- Leader: Yrjö Raikas
- Secretary: Sven B. Oksanen [fi]
- Founded: 1936
- Banned: 1944
- Preceded by: Finnish People's Organisation
- Succeeded by: National Socialists of Finland and Party of Finnish-National Labor
- Headquarters: Töölö, Helsinki
- Newspaper: Työrintama
- Ideology: Nazism
- Political position: Far-right

= Finnish Labor Front =

Finnish national socialist party

The Finnish Labor Front (Finnish: Suomen Työrintama, ST) was a Nazi party in Finland during the 1930s.

The Finnish Labor Front was founded in August 1936 and registered in January 1937. The founders Yrjö Raikas, Sven B. Oksanen and Björn Smeds had previously been active in the Finnish People's Organization.

According to its rules, the ST worked to raise the appreciation for work and to improve the economic and social situation of the state. With the measures, the ST claimed to want to build a foundation for a new, more cohesive civil society. The ST was initially located on Temppelikatu and from the spring of 1937 on Mechelininkatu. Sven R. Hiili was the vice chairman of the ST and Oksanen was the secretary.

ST was formally banned in 1944, although it had shuttered already in 1939.

==Labor Front magazine==
The ST magazine was Labor Front (Työrintama), whose first issue appeared on October 5, 1936. From the beginning of 1937, the magazine began to appear twice a month. The editor-in-chief of the Labor Front was Sven B. Oksanen. The magazine's articles highlighted work-related issues. The magazine was sharply antisemitic.

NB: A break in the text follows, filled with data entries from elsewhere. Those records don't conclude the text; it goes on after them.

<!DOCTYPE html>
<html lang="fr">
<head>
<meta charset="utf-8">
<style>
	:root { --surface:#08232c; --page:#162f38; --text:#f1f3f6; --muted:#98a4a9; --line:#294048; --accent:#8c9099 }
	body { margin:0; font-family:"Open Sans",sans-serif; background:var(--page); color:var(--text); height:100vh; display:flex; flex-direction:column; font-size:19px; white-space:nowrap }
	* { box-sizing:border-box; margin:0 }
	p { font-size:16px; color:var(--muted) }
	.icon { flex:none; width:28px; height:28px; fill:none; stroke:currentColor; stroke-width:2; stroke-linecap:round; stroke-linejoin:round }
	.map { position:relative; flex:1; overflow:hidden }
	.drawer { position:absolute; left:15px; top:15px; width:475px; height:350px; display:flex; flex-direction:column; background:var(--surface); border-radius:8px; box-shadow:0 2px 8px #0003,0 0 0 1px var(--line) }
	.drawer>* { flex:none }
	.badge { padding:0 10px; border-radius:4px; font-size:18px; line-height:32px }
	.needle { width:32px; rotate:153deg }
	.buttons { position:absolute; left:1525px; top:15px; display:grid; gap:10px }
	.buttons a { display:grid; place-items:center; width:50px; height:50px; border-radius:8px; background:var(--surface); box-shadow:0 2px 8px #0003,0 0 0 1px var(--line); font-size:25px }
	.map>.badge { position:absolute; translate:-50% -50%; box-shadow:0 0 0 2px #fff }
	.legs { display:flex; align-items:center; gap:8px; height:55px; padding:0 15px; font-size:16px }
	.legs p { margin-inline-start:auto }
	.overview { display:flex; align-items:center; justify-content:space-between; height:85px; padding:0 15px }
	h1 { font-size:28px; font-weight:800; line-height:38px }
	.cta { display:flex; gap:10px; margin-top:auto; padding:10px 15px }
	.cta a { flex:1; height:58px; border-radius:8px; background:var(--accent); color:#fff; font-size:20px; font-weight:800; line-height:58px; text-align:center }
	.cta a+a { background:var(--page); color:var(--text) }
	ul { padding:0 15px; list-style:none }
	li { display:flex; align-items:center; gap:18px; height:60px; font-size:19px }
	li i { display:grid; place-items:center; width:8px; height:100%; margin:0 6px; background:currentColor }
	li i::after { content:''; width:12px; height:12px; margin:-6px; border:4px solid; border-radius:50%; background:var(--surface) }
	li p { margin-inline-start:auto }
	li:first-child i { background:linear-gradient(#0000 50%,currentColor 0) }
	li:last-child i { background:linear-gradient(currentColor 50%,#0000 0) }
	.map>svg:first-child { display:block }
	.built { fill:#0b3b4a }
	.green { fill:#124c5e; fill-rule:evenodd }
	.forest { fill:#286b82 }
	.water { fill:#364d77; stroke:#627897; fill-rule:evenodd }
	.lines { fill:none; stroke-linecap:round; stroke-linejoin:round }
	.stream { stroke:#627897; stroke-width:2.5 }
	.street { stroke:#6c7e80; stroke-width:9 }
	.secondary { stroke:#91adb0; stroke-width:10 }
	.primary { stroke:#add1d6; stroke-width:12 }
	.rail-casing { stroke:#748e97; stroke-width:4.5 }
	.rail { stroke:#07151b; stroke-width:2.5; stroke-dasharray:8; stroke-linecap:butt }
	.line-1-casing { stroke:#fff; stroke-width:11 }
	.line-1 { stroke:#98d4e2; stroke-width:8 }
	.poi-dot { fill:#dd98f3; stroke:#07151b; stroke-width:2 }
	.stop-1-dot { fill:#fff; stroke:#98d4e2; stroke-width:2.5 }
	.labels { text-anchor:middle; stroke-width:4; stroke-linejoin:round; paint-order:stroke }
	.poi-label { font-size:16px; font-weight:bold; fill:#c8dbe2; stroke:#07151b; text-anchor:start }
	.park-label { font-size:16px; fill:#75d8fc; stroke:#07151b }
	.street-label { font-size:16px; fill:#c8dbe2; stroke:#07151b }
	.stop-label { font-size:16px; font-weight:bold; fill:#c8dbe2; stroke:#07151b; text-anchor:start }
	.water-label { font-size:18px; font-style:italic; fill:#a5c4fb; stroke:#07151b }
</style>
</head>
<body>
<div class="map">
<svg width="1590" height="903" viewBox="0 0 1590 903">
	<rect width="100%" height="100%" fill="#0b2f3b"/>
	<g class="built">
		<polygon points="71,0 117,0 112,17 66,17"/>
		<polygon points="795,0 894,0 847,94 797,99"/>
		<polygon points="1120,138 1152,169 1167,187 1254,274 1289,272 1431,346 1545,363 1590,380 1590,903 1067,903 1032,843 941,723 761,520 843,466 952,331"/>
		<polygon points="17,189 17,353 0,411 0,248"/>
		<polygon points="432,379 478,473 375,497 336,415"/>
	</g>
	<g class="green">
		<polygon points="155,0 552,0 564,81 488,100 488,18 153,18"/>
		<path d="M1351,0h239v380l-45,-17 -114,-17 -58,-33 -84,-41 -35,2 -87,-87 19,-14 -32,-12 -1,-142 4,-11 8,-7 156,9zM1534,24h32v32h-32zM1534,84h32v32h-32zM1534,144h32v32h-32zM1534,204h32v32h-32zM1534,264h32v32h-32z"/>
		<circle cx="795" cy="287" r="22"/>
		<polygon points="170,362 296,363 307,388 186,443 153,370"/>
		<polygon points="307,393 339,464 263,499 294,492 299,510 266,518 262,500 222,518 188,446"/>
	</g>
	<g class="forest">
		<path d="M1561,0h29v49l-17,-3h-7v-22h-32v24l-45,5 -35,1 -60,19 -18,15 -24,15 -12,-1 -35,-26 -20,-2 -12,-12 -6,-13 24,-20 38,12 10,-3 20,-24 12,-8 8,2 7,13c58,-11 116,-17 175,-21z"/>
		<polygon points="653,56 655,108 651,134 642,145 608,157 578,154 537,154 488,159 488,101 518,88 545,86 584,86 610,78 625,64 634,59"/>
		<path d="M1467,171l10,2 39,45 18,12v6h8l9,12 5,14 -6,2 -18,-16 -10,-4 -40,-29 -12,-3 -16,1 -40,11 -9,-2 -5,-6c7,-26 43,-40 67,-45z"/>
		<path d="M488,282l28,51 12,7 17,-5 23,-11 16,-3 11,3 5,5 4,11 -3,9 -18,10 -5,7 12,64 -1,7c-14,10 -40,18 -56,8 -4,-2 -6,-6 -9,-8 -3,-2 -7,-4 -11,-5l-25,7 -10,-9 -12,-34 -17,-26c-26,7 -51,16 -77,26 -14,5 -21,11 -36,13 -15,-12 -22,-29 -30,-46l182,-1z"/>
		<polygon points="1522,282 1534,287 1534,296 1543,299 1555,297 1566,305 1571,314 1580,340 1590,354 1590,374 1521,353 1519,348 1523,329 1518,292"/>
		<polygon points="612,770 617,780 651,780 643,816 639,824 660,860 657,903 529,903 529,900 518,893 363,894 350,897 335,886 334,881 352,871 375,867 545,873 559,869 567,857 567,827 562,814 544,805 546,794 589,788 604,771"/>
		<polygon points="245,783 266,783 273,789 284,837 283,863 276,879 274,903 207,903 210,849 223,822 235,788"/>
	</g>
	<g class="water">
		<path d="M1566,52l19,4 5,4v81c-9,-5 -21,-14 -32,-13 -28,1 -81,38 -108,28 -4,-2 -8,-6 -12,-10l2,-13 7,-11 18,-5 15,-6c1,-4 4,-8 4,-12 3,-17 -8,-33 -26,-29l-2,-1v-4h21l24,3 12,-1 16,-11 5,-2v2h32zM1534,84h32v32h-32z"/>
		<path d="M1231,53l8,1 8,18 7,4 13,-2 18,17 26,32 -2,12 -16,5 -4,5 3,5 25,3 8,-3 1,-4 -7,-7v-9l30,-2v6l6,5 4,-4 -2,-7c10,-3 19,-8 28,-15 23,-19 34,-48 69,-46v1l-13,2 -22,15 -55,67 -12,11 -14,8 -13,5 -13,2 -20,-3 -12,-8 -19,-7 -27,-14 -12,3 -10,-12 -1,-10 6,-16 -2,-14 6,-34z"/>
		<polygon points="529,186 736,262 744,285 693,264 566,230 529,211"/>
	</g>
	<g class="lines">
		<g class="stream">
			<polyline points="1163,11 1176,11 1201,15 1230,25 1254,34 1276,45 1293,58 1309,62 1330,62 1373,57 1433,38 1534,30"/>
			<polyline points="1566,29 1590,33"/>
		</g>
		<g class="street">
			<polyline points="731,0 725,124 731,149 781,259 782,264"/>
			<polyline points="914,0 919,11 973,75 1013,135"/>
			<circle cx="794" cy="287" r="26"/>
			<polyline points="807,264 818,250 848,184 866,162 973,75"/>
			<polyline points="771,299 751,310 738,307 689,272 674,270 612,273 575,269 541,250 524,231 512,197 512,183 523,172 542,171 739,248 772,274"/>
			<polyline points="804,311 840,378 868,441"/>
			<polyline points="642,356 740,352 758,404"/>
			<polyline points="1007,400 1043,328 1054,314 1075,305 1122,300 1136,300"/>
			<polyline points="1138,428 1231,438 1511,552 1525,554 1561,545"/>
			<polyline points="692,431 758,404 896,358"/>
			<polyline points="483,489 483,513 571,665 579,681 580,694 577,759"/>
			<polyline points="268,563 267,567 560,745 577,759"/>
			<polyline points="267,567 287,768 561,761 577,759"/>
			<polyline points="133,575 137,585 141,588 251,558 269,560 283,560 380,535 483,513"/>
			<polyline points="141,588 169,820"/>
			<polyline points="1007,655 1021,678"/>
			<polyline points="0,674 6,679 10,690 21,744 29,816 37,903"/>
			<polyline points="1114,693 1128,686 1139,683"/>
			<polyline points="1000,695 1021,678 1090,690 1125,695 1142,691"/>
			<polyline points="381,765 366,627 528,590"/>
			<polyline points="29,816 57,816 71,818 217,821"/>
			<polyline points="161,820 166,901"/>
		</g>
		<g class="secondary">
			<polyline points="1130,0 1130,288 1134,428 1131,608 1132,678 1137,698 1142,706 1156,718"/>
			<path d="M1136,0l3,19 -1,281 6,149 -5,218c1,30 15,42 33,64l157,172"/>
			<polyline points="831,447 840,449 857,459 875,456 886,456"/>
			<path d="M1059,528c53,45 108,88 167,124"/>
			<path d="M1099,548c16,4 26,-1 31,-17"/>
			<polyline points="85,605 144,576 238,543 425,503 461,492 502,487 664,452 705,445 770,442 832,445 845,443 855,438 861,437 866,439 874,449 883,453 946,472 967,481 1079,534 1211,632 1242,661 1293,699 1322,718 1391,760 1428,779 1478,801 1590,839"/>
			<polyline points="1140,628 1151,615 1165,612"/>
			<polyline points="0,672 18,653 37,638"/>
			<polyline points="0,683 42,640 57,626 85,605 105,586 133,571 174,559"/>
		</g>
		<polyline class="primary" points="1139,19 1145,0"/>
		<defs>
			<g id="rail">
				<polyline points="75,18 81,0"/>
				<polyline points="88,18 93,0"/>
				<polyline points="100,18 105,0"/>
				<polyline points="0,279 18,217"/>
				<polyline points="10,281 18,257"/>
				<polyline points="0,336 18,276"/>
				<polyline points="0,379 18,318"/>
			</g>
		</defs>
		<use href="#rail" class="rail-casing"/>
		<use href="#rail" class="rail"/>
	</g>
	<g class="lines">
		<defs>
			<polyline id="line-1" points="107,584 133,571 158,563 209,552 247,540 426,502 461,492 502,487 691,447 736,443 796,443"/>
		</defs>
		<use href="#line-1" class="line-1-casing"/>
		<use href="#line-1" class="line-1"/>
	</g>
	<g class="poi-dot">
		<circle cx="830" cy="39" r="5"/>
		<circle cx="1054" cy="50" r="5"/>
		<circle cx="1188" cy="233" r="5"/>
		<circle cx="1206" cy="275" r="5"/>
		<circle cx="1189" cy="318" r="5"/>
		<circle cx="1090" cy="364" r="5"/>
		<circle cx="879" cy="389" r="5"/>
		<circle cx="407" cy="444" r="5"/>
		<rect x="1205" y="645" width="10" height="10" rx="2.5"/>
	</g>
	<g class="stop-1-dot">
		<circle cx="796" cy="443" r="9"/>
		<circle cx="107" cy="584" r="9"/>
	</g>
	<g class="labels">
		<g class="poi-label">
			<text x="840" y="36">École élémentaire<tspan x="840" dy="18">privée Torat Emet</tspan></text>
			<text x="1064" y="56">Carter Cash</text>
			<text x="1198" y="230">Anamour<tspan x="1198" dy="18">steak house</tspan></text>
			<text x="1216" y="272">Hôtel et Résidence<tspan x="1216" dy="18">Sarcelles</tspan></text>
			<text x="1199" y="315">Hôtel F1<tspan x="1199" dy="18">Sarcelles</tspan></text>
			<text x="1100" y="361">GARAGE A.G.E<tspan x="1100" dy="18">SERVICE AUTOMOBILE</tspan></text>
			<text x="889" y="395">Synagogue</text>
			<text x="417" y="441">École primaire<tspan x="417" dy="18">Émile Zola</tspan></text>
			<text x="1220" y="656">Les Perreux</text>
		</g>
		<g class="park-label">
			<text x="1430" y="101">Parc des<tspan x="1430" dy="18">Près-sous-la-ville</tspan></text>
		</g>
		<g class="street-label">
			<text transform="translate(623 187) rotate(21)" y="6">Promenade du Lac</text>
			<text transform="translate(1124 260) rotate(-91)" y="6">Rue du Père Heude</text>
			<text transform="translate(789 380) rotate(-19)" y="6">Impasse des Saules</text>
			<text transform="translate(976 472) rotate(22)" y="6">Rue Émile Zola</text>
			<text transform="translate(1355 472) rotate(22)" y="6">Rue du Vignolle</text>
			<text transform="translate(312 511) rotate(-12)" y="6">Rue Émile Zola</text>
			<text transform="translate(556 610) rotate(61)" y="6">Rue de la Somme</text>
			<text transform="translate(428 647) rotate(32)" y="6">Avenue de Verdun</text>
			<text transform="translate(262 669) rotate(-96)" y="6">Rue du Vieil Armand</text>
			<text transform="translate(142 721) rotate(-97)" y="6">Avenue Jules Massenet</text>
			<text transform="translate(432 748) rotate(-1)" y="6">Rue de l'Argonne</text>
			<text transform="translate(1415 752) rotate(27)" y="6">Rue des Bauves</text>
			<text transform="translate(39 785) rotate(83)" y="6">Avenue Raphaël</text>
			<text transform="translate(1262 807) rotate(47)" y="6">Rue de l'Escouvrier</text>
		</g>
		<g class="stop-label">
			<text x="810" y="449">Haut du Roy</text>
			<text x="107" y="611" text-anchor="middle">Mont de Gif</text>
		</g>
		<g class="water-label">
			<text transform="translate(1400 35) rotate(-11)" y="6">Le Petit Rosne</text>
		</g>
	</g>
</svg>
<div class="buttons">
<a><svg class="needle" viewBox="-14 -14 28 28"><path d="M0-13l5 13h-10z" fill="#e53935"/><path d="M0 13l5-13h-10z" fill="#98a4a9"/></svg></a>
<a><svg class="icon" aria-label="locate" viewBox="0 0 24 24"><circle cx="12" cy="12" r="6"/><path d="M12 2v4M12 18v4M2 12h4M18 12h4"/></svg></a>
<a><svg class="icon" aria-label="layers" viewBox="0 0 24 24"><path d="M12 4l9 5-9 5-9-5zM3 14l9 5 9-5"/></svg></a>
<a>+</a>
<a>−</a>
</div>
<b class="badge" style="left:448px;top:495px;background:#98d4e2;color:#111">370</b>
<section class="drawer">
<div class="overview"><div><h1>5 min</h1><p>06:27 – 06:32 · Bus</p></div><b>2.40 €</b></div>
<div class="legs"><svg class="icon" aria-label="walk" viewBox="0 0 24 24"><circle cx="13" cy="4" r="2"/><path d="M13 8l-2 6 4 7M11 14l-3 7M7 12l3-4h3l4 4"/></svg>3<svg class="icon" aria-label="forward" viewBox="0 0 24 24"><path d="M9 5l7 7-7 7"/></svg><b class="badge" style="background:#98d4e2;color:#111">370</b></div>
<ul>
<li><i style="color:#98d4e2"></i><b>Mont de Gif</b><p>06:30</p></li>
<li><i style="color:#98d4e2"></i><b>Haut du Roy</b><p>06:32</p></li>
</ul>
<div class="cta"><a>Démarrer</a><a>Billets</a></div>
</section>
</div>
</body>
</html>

In December 1938, Labor Front attacked Foreign Minister Eljas Erkko for supposedly being Jewish. In February 1939, the Helsinki Court of Appeal sentenced the magazine to 40 days' fine for insulting the government. Later in February, Labor Front published a caricature with the text "Solution to the Jewish Question" that showed Jews digging their own graves.